Performative audiophilia extends beyond intimate gadgets. Public hi-fi systems – where superior sound meets aesthetic craft – have become symbols of taste in physical spaces. From Valentino’s L’Atelier Sonore on Madison Avenue to Pharrell wielding the cult OJAS system in Louis Vuitton’s Fall-Winter 2026 runway, artisan speakers and curated listening experiences signal sophistication. Mateo Garcia’s geometric horn designs for Celine’s FW26 show that such systems are as much about visual poetry as sonic perfection. 

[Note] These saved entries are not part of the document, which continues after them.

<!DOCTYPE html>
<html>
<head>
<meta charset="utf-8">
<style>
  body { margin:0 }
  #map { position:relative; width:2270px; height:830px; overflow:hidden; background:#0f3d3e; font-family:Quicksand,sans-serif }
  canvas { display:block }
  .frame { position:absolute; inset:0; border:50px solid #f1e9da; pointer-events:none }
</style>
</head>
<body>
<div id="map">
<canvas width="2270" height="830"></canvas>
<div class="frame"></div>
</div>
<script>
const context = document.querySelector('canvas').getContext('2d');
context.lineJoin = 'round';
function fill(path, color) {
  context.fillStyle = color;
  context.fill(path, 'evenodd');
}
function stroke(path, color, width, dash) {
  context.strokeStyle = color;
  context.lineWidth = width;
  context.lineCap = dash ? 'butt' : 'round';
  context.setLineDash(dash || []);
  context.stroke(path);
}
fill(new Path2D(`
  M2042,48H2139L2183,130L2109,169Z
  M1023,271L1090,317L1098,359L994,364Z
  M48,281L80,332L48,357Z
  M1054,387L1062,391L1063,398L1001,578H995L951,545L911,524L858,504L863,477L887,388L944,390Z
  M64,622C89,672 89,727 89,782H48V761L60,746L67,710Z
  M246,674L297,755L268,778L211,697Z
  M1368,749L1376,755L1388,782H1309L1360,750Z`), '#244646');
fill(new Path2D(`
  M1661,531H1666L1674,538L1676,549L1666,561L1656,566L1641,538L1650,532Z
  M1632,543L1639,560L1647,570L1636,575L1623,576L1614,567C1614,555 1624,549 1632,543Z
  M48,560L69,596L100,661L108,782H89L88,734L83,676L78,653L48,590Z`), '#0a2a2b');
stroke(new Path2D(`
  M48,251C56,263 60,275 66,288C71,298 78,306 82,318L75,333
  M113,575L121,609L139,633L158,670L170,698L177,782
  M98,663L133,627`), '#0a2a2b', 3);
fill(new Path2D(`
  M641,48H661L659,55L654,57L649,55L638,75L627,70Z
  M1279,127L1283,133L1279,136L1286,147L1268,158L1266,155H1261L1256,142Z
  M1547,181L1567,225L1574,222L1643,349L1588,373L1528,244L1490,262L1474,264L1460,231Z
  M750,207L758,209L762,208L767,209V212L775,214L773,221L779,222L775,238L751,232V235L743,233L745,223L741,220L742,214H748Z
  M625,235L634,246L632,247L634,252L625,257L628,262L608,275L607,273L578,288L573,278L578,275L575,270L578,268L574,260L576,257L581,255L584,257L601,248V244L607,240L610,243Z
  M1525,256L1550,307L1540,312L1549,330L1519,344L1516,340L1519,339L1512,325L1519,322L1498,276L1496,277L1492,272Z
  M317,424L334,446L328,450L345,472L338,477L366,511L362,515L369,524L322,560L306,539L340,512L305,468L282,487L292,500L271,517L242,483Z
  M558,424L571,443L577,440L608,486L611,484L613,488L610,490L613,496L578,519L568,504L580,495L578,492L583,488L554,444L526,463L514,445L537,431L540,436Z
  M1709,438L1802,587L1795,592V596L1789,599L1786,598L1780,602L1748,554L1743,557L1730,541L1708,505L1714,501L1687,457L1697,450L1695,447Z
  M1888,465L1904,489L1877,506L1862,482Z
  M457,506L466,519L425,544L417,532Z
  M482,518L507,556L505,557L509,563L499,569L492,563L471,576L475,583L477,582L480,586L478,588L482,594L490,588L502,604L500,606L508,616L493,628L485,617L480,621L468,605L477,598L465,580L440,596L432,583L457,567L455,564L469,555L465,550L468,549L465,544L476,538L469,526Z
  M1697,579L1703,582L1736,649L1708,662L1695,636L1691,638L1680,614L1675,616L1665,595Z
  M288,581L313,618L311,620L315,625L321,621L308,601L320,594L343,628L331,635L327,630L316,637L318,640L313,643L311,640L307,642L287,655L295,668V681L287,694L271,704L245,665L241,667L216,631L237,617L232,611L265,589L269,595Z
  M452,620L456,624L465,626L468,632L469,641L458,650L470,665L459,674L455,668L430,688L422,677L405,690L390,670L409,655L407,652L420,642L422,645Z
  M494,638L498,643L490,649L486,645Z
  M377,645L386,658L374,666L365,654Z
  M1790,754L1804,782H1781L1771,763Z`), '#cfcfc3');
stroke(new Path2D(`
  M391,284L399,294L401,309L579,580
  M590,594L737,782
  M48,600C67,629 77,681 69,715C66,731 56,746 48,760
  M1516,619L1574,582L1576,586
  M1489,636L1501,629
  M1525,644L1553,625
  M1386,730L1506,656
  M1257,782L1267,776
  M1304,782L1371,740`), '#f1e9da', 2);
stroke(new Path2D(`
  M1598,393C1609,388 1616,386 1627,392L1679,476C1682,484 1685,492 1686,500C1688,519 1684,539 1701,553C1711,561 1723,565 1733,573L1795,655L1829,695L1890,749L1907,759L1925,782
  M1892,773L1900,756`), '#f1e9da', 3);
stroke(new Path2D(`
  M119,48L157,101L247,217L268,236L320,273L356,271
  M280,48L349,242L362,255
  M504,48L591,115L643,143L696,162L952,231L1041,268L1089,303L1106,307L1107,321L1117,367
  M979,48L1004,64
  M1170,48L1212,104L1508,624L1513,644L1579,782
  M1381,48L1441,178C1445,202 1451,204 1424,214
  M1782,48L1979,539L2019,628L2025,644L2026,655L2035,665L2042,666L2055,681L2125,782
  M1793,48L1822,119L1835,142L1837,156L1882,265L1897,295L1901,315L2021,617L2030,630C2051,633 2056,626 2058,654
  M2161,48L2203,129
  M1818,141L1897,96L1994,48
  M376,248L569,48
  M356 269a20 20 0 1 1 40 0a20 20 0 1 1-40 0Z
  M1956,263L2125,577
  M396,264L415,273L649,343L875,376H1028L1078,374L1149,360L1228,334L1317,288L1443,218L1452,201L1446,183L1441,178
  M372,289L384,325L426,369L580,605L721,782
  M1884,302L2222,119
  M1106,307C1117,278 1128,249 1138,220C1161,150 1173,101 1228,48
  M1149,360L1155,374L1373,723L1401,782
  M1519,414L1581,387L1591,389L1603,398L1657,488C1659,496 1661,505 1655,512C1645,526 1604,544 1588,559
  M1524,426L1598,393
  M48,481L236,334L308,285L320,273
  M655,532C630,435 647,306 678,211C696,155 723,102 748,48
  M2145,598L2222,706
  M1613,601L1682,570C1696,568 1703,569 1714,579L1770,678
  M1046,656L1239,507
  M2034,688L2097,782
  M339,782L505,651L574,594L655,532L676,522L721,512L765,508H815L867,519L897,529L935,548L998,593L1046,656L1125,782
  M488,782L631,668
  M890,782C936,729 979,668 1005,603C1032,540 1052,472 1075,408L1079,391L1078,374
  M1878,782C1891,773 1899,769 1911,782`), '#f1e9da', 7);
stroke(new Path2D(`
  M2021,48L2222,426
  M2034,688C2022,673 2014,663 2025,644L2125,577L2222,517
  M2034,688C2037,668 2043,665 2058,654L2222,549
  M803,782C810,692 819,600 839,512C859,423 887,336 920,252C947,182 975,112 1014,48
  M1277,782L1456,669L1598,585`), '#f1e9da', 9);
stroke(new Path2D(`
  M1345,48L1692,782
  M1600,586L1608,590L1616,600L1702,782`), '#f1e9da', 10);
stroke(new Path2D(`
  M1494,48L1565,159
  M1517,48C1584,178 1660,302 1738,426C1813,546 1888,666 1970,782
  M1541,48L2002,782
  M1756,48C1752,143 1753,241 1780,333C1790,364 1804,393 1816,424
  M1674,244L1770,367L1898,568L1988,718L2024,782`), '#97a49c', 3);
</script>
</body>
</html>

Valentino’s L’Atelier Sonore; Celine FW26

The rise of listening bars in London, Berlin, Paris and Barcelona over the last few years underscores this. Dimly lit, intentionally designed, these spaces have become the new default hangouts for those in the know. As Benny Howell, co-owner of UK audio space Holding Patterns, told Dazed: “They’re beautiful, well-curated and open. Listening bars draw from that Japanese influence, but apply it through the lens of community.”

With music quality slipping – thanks to compressed streaming formats and Bluetooth dominance – it’s perhaps unsurprising that audiophilia has become a potent marker of taste, a way to distinguish devoted listeners from the musically disengaged.

But performative audiophilia has its pitfalls. As hi-fi systems and listening spaces become markers of taste, brands entering this space face a credibility test. Thoughtful integration – through sound quality, curation and community – will matter far more than the mere presence of expensive or visually striking equipment.
And like the “performative male” of social media lore, displaying music gear without intention or depth risks hollow pretension. Wired earbuds dangling for cool-girl energy, empty customised iPods or €10,000 OJAS stacks gathering dust: all treble, no bass – and very much audio-poseur territory.